There was initially no suitable guide available for the evaluation of TKI projects. So, in 2014, in consultation with representatives of the TKI Programme Board, a format was developed for the evaluation of completed TKI projects. This tool is used to evaluate each project and explore what it accomplished and identify possible areas of improvement. This activity is linked to objective (3) of the exploratory research.


One important outcome is the study, alignment and coordination of the TKI and Joint Research Programme input in national and international water research programmes. Connecting and collaborating with other research programmes multiplies the impact of knowledge and research funding. Furthermore, space for innovation is created thanks to a climate in which KWR, the drinking water utilities, water-cycle partners, science and business, get to know and appreciate each other.
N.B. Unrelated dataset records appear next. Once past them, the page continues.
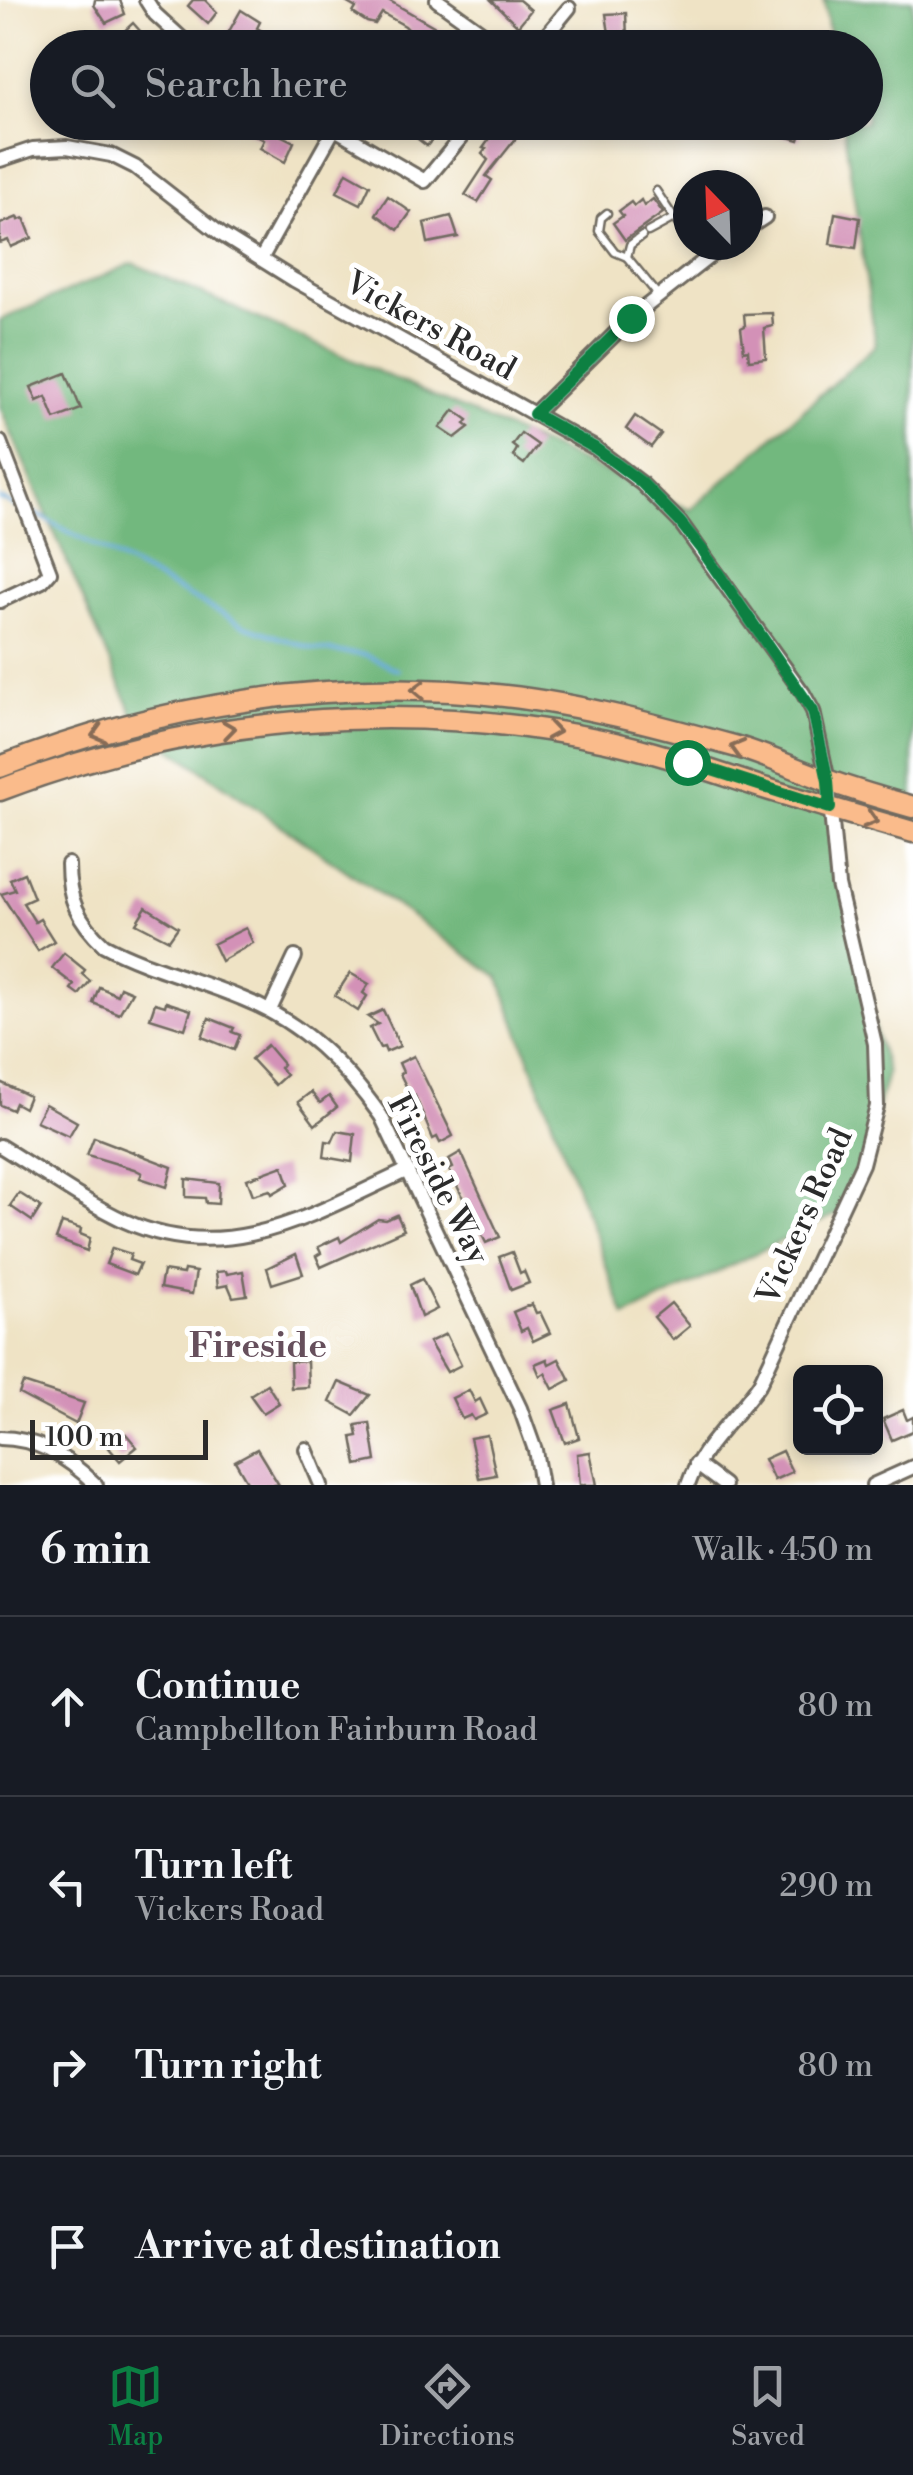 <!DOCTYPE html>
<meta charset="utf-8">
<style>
:root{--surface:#171b24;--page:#242831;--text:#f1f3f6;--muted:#9ea1a6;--line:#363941;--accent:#0b8043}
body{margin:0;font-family:"Libre Bodoni",serif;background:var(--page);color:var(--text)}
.controls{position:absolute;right:30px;bottom:30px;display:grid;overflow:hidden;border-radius:15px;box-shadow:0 5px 15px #0003}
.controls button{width:90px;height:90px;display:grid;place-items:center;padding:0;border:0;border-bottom:2px solid var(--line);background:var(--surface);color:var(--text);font:50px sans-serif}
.compass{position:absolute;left:673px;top:170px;width:90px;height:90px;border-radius:50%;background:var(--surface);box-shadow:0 5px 15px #0003;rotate:337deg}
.scale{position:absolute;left:30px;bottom:25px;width:178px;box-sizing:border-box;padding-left:10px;border:5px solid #2b2b2b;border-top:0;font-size:28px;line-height:35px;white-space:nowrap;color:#2b2b2b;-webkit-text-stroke:8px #fff;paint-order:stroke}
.stop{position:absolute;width:30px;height:30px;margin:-22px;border:8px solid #0b8043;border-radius:50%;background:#fff}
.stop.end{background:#0b8043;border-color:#fff;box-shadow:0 2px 10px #0008}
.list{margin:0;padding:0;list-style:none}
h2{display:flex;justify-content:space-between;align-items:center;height:130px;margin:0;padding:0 40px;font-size:42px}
h2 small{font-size:32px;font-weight:400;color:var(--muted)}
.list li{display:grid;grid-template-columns:65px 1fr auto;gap:30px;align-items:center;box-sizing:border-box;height:180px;padding:0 40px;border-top:2px solid var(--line)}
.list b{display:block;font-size:38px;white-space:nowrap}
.list p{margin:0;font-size:32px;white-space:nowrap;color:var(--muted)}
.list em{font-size:32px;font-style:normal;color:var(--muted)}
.icon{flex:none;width:55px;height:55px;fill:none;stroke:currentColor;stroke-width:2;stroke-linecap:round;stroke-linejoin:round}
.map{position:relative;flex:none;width:913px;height:1485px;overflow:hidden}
.search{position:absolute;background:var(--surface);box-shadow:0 5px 15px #0003;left:30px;right:30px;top:30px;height:110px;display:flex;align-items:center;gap:25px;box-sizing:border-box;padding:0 35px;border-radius:55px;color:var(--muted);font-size:38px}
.sheet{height:850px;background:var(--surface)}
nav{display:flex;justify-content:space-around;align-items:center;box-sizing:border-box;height:140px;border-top:2px solid var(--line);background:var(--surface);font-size:28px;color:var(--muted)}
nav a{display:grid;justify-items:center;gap:5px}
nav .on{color:var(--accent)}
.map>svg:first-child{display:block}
.forest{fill:#72b87e;stroke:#4e7254;stroke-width:2.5}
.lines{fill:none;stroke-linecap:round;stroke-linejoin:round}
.stream{stroke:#67abdc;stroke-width:4}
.building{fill:#d391b7}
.service-casing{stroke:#706b61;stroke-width:11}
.minor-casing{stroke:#706b61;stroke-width:18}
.primary-casing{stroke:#706b61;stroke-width:25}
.service{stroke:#fff;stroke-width:6}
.minor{stroke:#fff;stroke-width:12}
.primary{stroke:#fabb8b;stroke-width:20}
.oneway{stroke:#886c56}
.route{stroke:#0b8043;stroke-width:12}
.labels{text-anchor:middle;stroke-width:10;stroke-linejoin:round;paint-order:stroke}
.street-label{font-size:32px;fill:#2b2b2b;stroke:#fff}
.neighbourhood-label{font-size:35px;font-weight:bold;fill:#664f5c;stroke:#fff}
</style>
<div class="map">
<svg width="913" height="1485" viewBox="0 0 913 1485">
<rect width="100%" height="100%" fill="#fff"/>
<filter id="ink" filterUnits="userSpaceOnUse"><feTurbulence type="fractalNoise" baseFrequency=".01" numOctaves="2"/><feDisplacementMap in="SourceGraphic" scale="20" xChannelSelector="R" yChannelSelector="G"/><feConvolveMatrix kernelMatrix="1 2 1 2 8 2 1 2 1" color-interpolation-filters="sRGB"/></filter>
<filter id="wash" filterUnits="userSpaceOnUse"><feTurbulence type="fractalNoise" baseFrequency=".0048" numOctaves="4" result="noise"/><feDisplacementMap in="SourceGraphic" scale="40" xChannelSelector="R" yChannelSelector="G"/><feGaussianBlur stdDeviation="2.25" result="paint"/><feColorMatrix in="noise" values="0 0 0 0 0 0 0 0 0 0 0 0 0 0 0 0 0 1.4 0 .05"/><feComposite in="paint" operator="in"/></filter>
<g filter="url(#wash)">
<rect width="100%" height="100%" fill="#efe3c5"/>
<polygon class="forest" points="824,0 913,0 913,810 832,785 856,960 887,1073 851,1207 625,1317 499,977 138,726 0,407 0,320 133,263 691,510 876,345 843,123 866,122 866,48 831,47"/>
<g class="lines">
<g class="stream">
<polyline points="0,499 20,508"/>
<polyline points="34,513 245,626 313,649 366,655 398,670"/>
</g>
</g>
<g id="blocks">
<g class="building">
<polygon points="95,0 120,0 125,14 106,23 94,5"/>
<polygon points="193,0 205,0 217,12 208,24 188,6"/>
<polygon points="342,0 388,0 458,40 454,48 424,48 426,44 407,34 409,30 405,26 382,13 375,24 367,22 353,13 356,8"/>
<polygon points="491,0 519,0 531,10 518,26"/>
<polygon points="241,10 260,22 257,28 291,48 248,48 227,35"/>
<polygon points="626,13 627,39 610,40 606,14"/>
<polygon points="133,23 148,40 139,48 106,48"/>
<polygon points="231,122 253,122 294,142 285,162 260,148 264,140"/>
<polygon points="404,122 446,122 427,146 410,133 413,129"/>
<polygon points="502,122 529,122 486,176 492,180 478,202 465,195 488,160 482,154 486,149 483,148"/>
<polygon points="769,122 804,122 799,140 766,131"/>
<polygon points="347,172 370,185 361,204 337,192"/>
<polygon points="388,196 411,212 398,230 376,214"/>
<polygon points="653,199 663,213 625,240 613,223 623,216 619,211 631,202 634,206 641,200 644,206"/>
<polygon points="835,213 860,218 856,248 830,244"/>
<polygon points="451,216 458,237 428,243 424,223"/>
<polygon points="18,217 19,220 24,218 32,238 11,247 8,240 0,243 0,224"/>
<polygon points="772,313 773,326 764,328 766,358 749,360 748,350 744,351 741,328 745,326 744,314"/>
<polygon points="66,373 81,409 55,419 46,397 37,401 31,387"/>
<polygon points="454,410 468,420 465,424 469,427 455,438 440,428"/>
<polygon points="635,416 661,434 651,447 626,429"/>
<polygon points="521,433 538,445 524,464 513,456 517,449 512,445"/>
<polygon points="24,873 34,898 23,903 35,922 40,919 54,941 38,951 1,894 15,890 10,879"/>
<polygon points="146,907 178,927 169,940 136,923"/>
<polygon points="246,928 253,943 221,961 213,944"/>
<polygon points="64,953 85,970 82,974 90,981 79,995 71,989 74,985 52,968"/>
<polygon points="350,973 369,984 363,993 367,996 358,1011 335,996"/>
<polygon points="99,987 117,995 120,987 132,992 119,1014 93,1003"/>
<polygon points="166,1002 191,1010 185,1029 150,1018 155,1003 165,1006"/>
<polygon points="383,1010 400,1046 386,1052 384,1047 380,1048 370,1028 378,1024 368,1017"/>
<polygon points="209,1018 234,1028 232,1032 240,1035 234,1050 202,1037"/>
<polygon points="267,1045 283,1064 280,1068 286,1075 275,1085 251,1059"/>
<polygon points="414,1056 453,1136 440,1143 437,1137 433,1139 415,1096 412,1098 400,1074 403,1072 399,1063"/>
<polygon points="0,1082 29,1096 24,1108 15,1103 12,1110 0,1105"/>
<polygon points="311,1092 320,1103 329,1096 337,1107 315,1125 298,1102"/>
<polygon points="45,1104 77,1122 69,1136 36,1121"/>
<polygon points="337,1131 355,1134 352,1162 324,1157 326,1141 332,1142"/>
<polygon points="94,1137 172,1167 167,1187 140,1178 142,1173 134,1169 87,1155"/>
<polygon points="461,1152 500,1237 486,1243 449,1170 453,1168 449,1159"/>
<polygon points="283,1166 289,1184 272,1194 270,1190 253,1195 247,1179"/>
<polygon points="186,1179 219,1183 218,1204 206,1203 205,1198 186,1197"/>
<polygon points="19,1193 41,1207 32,1221 10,1206"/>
<polygon points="397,1215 404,1230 321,1267 316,1256 321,1253 318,1247 339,1237 341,1242 378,1219 386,1220"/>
<polygon points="62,1223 81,1229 80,1234 90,1238 87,1251 56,1239"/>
<polygon points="112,1248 131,1254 129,1260 140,1264 135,1275 106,1264"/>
<polygon points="512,1252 520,1273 524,1271 529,1283 511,1290 499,1257"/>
<polygon points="296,1254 303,1274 272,1284 267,1268"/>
<polygon points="184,1270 196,1272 192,1294 160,1288 163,1271 183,1274"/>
<polygon points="226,1271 227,1274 243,1271 247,1295 233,1297 228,1285 218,1287 216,1272"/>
<polygon points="422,1279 437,1309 421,1317 410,1285"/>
<polygon points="671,1303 690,1326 673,1340 654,1317"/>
<polygon points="532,1304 536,1313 540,1312 550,1333 533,1341 527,1328 521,1331 513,1312"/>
<polygon points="446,1334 461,1365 447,1372 429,1342"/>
<polygon points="547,1359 549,1364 559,1359 570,1380 553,1389 545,1373 540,1376 535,1364"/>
<polygon points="307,1361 308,1387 291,1388 290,1362"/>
<polygon points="339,1382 370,1395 354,1415 330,1402"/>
<polygon points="23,1383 84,1403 76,1424 19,1394"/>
<polygon points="267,1384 279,1403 263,1413 250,1395"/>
<polygon points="469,1390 475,1402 480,1399 487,1414 474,1420 471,1415 462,1419 452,1398"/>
<polygon points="570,1404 579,1438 565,1443 553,1410"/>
<polygon points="903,1410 907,1420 913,1417 913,1431 892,1440 883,1419"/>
<polygon points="370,1423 376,1461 357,1465 352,1437 358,1436 356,1425"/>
<polygon points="126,1434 137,1447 120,1461 109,1448"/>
<polygon points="487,1435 496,1475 479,1478 470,1438"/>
<polygon points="257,1449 279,1485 249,1485 235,1461"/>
<polygon points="782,1451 792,1472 774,1480 764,1459"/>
<polygon points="590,1452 597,1485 580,1485 577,1454"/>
</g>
</g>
</g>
<g filter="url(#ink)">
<use href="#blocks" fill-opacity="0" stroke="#706b61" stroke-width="2.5"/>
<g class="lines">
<g class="service-casing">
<g id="service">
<polyline points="656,191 674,218"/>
<polyline points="607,213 601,218 599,231 615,252 627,257"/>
<polyline points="648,232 674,218 688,237"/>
<polyline points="642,236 630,245 627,257 658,295"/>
<polyline points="694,245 705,259"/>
</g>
</g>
<g class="minor-casing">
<g id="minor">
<polyline points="146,0 155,14 192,48"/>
<polyline points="437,0 504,48"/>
<polyline points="536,48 569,8"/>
<polyline points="323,122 425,181 474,122"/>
<path d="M0,160L33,149L67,147L111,155L135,167L222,235L294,280L595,448L641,483L680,522L803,693L813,711L828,781L838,885L875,1044L877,1106L862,1164L760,1383C736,1419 702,1444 688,1485"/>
<polyline points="748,228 765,217"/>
<polyline points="261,259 334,129"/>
<polyline points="534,414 631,318 724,245"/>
<polyline points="0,442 50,572 42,581 0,601"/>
<path d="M68,864C68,899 78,921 104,945C147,968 196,979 241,998C302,1022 344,1064 381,1116L520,1408L535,1450L541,1485"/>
<polyline points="270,1010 295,957"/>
<path d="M0,1146C41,1171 82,1201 125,1221C229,1268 314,1213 408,1170"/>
<path d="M0,1438C38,1438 70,1459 96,1485"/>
<polyline points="306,1449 321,1485"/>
<polyline points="696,1464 724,1485"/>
<polyline points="873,1485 913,1467"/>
</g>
</g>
<g class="primary-casing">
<g id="primary">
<path d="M0,767C160,704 334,676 505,696C585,705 664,727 741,748C770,757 798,770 826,780C854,790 884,799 913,807"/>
<path d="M0,790C194,716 403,698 606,741C662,753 714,772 767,789C815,804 864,818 913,832"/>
</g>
</g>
<use href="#service" class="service"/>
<use href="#minor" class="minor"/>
<use href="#primary" class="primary"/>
</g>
<defs><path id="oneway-chevron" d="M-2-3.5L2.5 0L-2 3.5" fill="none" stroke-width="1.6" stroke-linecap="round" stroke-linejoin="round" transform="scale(2.5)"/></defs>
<g class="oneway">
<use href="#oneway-chevron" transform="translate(418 690) rotate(-178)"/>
<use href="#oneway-chevron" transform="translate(229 729) rotate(-8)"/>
<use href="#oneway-chevron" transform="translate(553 731) rotate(9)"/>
<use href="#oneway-chevron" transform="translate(98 734) rotate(164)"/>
<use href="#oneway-chevron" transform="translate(737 748) rotate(-164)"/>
<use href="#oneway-chevron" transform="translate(871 820) rotate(17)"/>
</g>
</g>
<g class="lines" filter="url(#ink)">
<polyline class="route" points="631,318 534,414 595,448 641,482 680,522 702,550 813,711 828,781 830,808 687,762"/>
</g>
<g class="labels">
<g class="street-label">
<text transform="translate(431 325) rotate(29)" y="11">Vickers Road</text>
<text transform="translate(439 1179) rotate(63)" y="11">Fireside Way</text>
<text transform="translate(804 1216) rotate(-66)" y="11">Vickers Road</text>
</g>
<g class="neighbourhood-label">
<text x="258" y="1357">Fireside</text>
</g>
</g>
</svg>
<div class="controls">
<button><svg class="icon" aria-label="locate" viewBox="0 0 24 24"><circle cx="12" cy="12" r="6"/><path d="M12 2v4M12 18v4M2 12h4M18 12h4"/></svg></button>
</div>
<svg class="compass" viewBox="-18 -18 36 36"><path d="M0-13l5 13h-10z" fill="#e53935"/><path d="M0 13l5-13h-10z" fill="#9ea1a6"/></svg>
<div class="scale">100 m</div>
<div class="stop" style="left:687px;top:762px"></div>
<div class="stop end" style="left:631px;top:318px"></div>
<div class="search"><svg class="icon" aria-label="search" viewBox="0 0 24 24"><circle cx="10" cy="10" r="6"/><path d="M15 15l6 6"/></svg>Search here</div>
</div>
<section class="sheet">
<h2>6 min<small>Walk · 450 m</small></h2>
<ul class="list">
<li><svg class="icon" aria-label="ahead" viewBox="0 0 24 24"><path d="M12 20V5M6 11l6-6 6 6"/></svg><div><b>Continue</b><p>Campbellton Fairburn Road</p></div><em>80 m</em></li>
<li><svg class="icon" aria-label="left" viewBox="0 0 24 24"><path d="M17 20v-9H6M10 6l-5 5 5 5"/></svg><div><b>Turn left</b><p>Vickers Road</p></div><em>290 m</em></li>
<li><svg class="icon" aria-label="right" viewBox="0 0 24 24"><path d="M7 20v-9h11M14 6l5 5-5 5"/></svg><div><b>Turn right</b></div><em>80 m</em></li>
<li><svg class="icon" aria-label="arrive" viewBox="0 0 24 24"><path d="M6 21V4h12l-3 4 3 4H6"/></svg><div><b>Arrive at destination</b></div></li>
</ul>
</section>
<nav>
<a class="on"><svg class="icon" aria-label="map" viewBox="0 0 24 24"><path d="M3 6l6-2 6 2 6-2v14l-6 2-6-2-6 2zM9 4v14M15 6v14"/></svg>Map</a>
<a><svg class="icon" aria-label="directions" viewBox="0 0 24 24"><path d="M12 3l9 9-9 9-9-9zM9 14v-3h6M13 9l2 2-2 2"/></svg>Directions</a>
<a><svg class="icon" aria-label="saved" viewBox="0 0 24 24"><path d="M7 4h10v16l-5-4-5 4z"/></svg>Saved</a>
</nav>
Partial results are widely disseminated and serve to develop new research programmes and projects.

Dissemination activities have taken place in parallel via websites (KWR, TKI Water Technology, Water Top Sector), trade exhibitions (Aqua Nederland Vakbeurs, Wetsus), and seminars/workshops, which are organised independently or in combination with events created by third parties – these might be both internal water-sector as well as cross-sectoral events.